_Task statement:_
Repeat, word for word, each of the records shown below, without their pictures.

_Material provided:_
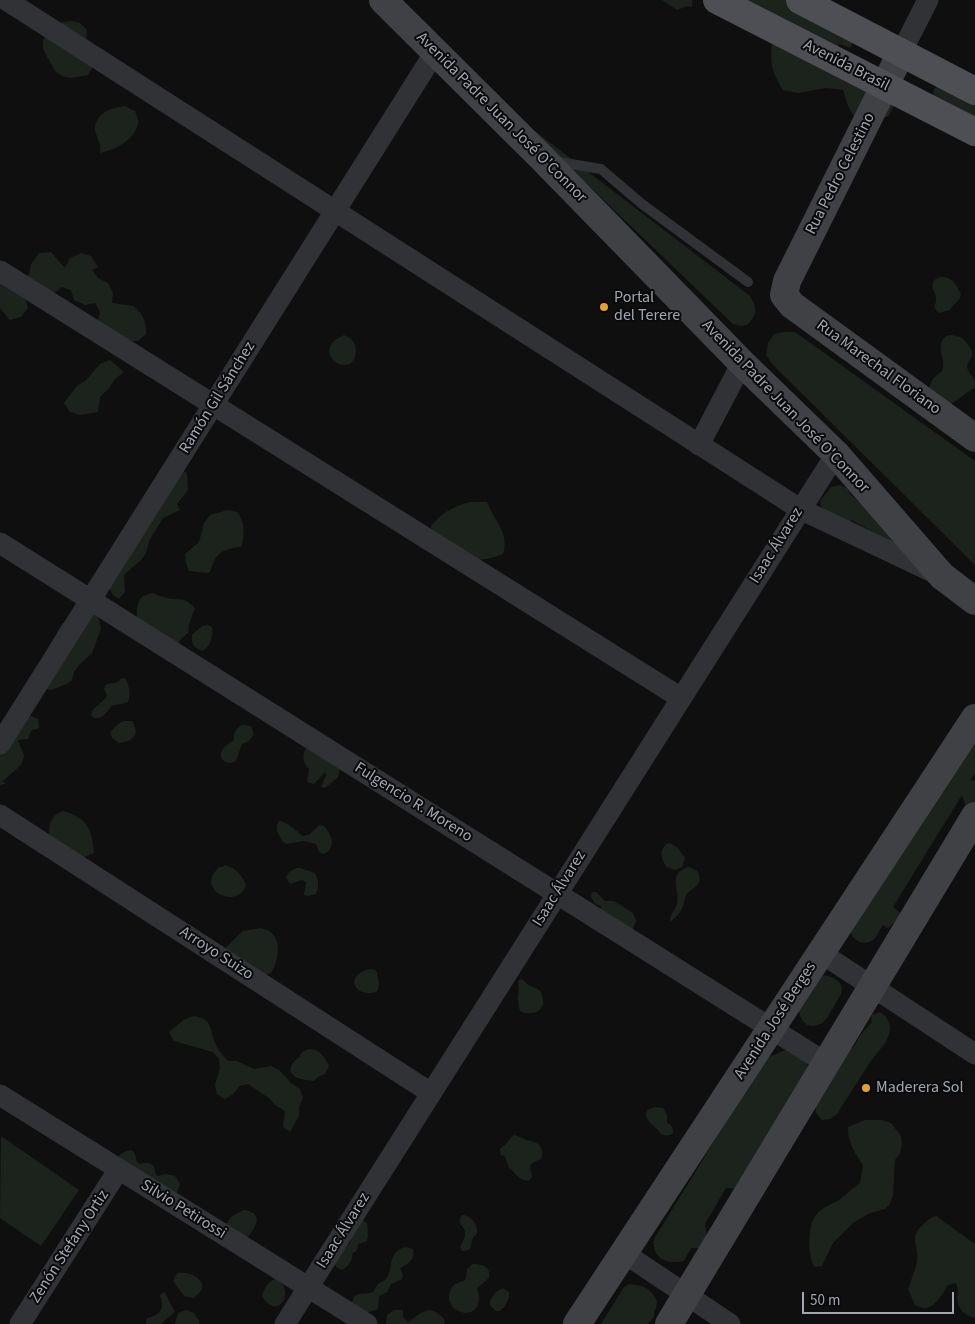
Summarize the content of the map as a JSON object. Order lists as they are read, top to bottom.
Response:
{
  "streets": {
    "main road": [
      "Avenida Brasil",
      "Avenida Padre Juan José O'Connor",
      "Rua Pedro Celestino",
      "Rua Marechal Floriano",
      "Avenida José Berges"
    ],
    "street": [
      "Ramón Gil Sánchez",
      "Isaac Álvarez",
      "Fulgencio R. Moreno",
      "Arroyo Suizo",
      "Silvio Petirossi",
      "Zenón Stefany Ortiz"
    ]
  },
  "crossings": [
    ["Avenida Brasil", "Rua Pedro Celestino"],
    ["Avenida Padre Juan José O'Connor", "Ramón Gil Sánchez"],
    ["Avenida Padre Juan José O'Connor", "Isaac Álvarez"],
    ["Rua Pedro Celestino", "Rua Marechal Floriano"],
    ["Ramón Gil Sánchez", "Fulgencio R. Moreno"],
    ["Isaac Álvarez", "Fulgencio R. Moreno"],
    ["Isaac Álvarez", "Arroyo Suizo"],
    ["Isaac Álvarez", "Silvio Petirossi"],
    ["Fulgencio R. Moreno", "Avenida José Berges"],
    ["Silvio Petirossi", "Zenón Stefany Ortiz"]
  ],
  "places": ["Portal del Terere", "Maderera Sol"],
  "scale_bar": "50 m"
}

_Solution to this problem:_
Summarize the content of the map as a JSON object. Order lists as they are read, top to bottom.
Response:
{
  "streets": {
    "main road": [
      "Avenida Brasil",
      "Avenida Padre Juan José O'Connor",
      "Rua Pedro Celestino",
      "Rua Marechal Floriano",
      "Avenida José Berges"
    ],
    "street": [
      "Ramón Gil Sánchez",
      "Isaac Álvarez",
      "Fulgencio R. Moreno",
      "Arroyo Suizo",
      "Silvio Petirossi",
      "Zenón Stefany Ortiz"
    ]
  },
  "crossings": [
    ["Avenida Brasil", "Rua Pedro Celestino"],
    ["Avenida Padre Juan José O'Connor", "Ramón Gil Sánchez"],
    ["Avenida Padre Juan José O'Connor", "Isaac Álvarez"],
    ["Rua Pedro Celestino", "Rua Marechal Floriano"],
    ["Ramón Gil Sánchez", "Fulgencio R. Moreno"],
    ["Isaac Álvarez", "Fulgencio R. Moreno"],
    ["Isaac Álvarez", "Arroyo Suizo"],
    ["Isaac Álvarez", "Silvio Petirossi"],
    ["Fulgencio R. Moreno", "Avenida José Berges"],
    ["Silvio Petirossi", "Zenón Stefany Ortiz"]
  ],
  "places": ["Portal del Terere", "Maderera Sol"],
  "scale_bar": "50 m"
}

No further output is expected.